After working on it for hours, I finally gave up and went back to MSI Afterburner. Humorously enough, my experience with GPU Tweak did show me a new trick and also reminded me I found my max stable clocks / temp / volt combo for my 4090. As such, I ended up building a whole new set of clock profiles in MSI which gave me a far better set of power vs performance options to choose from.
Setting 1: 2205 MHz GPU at 870mV, 5001 MHz MEM. Apparently the 870mV voltage setting is not only the lowest accepted programmable voltage level, it also places the card in the P2 power state which forces memory clocks to half speed. In this profile the card runs at ~240W absolute max and folding comes in below 190W. This setting is overkill for >90% of the games I play.
Setting 2: 2505 MHz GPU at 875mV, 10251 MHz (stock speed) MEM. The card doesn't seem to exceed 300W no matter what I throw at it, and it's great for Cyberpunk 2077 Ultra and pathraced at 3440x1440 100Hz with DLSS Quality and FG enabled. Folding in this profile draws ~215W for around 23M PPD on a good WU.
Setting 3: 2625MHz GPU at 915mV, 10751 MHz MEM. This is preferred folding setting, averaging ~245W and pumping out just shy of 25M PPD on a good WU. Fans hover around 75% while temps say below 70*C. Playing CP2077 on this profile will chew through ~330W and sometimes more, unfortunately the case fans start picking up speed so it's not as quiet as the slower settings.
Setting 4: 2745 MHz GPU at 965mV, 11251 MHz MEM. This is a bit of a burner, it's good for e-peen gloating and warming up a room. Folding at this speed will absolutely exceed 280W and I've seen PPD numbers slightly exceeding 26M, but it's not worth the power draw and heat. Playing CP2077 will get it to 400W...

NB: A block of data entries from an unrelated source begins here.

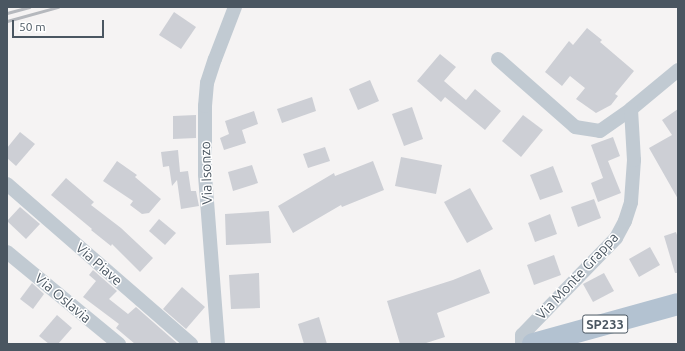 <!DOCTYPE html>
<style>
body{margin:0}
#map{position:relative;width:685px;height:351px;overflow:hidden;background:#f5f3f3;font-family:Ubuntu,sans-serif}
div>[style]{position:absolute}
.building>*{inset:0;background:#cdcfd5}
.street>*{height:14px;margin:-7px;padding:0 7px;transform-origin:7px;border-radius:7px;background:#c1cad2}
.primary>*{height:22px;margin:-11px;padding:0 11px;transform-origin:11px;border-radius:11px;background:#b3c2d1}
.rail>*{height:3px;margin:-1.5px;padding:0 1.5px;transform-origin:1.5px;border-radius:1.5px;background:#b5b8bd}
span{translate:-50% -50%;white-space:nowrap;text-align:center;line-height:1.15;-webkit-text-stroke:3px #fff;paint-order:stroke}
.shield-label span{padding:1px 3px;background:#fff;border:1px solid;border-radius:3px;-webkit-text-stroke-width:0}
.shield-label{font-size:13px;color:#4a5661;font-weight:700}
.street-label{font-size:14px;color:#4a5661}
.frame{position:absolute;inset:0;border:8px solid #4a5661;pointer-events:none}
.scale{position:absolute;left:12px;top:20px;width:92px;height:18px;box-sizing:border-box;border:2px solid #4a5661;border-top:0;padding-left:5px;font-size:12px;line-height:14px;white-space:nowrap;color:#4a5661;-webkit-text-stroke:3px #fff;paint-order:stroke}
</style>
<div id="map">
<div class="building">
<div style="clip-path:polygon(174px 12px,196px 27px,181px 49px,159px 35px)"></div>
<div style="clip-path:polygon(587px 28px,602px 40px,600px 42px,634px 71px,615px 94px,618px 96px,611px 105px,596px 113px,576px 99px,585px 88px,570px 76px,562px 86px,545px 72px,569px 41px,573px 45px)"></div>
<div style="clip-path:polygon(440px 54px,456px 67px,444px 81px,466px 100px,475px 89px,501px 111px,485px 130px,445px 97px,441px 102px,417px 81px)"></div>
<div style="clip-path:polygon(370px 80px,379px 101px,358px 110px,349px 89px)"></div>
<div style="clip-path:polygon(312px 97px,316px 111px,282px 123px,277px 109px)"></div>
<div style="clip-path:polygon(412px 107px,423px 139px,404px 146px,392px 114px)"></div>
<div style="clip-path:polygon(678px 109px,678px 199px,649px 148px,672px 135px,662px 120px)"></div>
<div style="clip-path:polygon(254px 111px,258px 124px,242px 130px,246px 143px,224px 150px,220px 138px,229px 134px,225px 121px)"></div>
<div style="clip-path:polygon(196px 115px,196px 138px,173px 139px,173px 116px)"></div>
<div style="clip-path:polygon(523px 115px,543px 130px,521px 157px,502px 141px)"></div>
<div style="clip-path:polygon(20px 132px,35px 144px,16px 166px,7px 158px,7px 148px)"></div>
<div style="clip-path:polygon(613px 137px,620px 156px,608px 161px,621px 193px,598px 202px,591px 183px,603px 178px,591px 145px)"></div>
<div style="clip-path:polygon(325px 147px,330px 161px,308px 168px,303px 154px)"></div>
<div style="clip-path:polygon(178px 150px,180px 172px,188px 171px,191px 191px,196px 191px,199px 206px,181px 209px,177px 180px,172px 186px,169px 166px,163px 167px,161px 152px)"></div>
<div style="clip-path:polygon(401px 157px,442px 165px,436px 194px,395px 186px)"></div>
<div style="clip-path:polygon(117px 161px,137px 175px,135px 177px,161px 199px,149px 213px,142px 214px,130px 205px,133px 201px,103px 181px)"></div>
<div style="clip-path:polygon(373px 161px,384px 190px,342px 207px,341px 205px,293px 233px,278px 206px,334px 173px,335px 176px)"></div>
<div style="clip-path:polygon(252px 165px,258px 183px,233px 191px,228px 172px)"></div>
<div style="clip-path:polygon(553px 166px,563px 192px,540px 200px,530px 175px)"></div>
<div style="clip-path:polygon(66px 178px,94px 202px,91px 205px,121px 228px,153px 258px,140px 272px,112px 244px,111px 246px,91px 230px,92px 229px,51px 195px)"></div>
<div style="clip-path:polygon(470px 188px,493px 229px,467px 243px,444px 202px)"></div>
<div style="clip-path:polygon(594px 199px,601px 218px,578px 227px,571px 207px)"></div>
<div style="clip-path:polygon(20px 207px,40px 224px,26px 239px,7px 221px)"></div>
<div style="clip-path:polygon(269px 211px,271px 243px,226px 245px,225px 214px)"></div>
<div style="clip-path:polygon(550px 214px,557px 234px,535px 242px,528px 223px)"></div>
<div style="clip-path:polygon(159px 219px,176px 233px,165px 245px,149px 231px)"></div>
<div style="clip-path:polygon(676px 232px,678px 238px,678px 273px,675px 273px,664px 236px)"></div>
<div style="clip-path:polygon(650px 247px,660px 265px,639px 277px,629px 259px)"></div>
<div style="clip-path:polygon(554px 255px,561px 275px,534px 285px,527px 265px)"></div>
<div style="clip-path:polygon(480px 269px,490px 293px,437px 313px,445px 337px,423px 344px,400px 344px,387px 301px,453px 280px)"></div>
<div style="clip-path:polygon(93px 270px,117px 291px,109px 299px,128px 314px,136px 307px,178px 344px,135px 344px,116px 328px,119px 324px,83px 297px,96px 281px,89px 275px)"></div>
<div style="clip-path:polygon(259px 273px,260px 308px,231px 309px,229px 275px)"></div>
<div style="clip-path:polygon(604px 273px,614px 291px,593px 302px,583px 284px)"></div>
<div style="clip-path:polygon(32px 283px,44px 294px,33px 309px,20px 299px)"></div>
<div style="clip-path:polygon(182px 287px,205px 307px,186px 329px,163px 309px)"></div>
<div style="clip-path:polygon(57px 315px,72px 328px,58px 344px,49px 344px,39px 336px)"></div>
<div style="clip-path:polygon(319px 317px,327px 344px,304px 344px,298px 324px)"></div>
</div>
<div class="street">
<div style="left:498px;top:59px;width:103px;rotate:41.4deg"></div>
<div style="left:575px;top:127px;width:25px;rotate:9deg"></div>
<div style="left:600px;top:131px;width:38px;rotate:-35deg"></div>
<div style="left:631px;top:109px;width:61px;rotate:-39.7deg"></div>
<div style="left:7px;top:184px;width:244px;rotate:41deg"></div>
<div style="left:7px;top:252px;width:145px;rotate:39.4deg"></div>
<div style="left:218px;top:344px;width:170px;rotate:-94.4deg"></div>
<div style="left:205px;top:174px;width:68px;rotate:-90deg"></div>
<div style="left:205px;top:106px;width:23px;rotate:-85deg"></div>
<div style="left:207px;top:83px;width:25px;rotate:-72deg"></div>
<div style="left:215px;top:59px;width:56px;rotate:-69deg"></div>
<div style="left:522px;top:344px;width:9px;rotate:-90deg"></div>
<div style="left:522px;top:335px;width:135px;rotate:-45.9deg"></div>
<div style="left:616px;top:238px;width:19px;rotate:-62deg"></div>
<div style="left:625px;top:221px;width:20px;rotate:-72deg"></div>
<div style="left:631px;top:202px;width:42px;rotate:-85.9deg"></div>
<div style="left:634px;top:160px;width:51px;rotate:-93.4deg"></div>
</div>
<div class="primary">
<div style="left:533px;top:344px;width:150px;rotate:-15.4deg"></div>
</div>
<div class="rail">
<div style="left:7px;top:13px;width:23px;rotate:-15deg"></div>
<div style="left:7px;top:21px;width:53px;rotate:-15.4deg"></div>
</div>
<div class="shield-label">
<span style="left:605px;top:324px">SP233</span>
</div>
<div class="street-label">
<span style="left:206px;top:173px;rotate:-92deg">Via Isonzo</span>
<span style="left:99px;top:264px;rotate:41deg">Via Piave</span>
<span style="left:577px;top:276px;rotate:-47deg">Via Monte Grappa</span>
<span style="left:63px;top:298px;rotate:40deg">Via Oslavia</span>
</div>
<div class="frame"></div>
<div class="scale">50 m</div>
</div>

Setting 5: 2865 MHz at 1025mV, 11925 MHz MEM and power limit at 111%. The card seems stable here over the course of a few hours of CP2077 and some folding, but it occasionally bumps into the firmware's 500W max power limit while Cyberpunking. Folding gets a tiny performance bump to 27M PPD on a really good WU, yet draws ~355W on average. CP2077 turns the whole box into a convection oven while riding that 500W power limit, while FanControl shoves every fan in the case to 100% in protest of crazy heat coming off the card. I did this mostly "just to see", otherwise it's a pointless profile.
A fun exercise, and learning about that P2 power state to cut the memory rate in half was actually quite useful for throttling down the card for simpler games.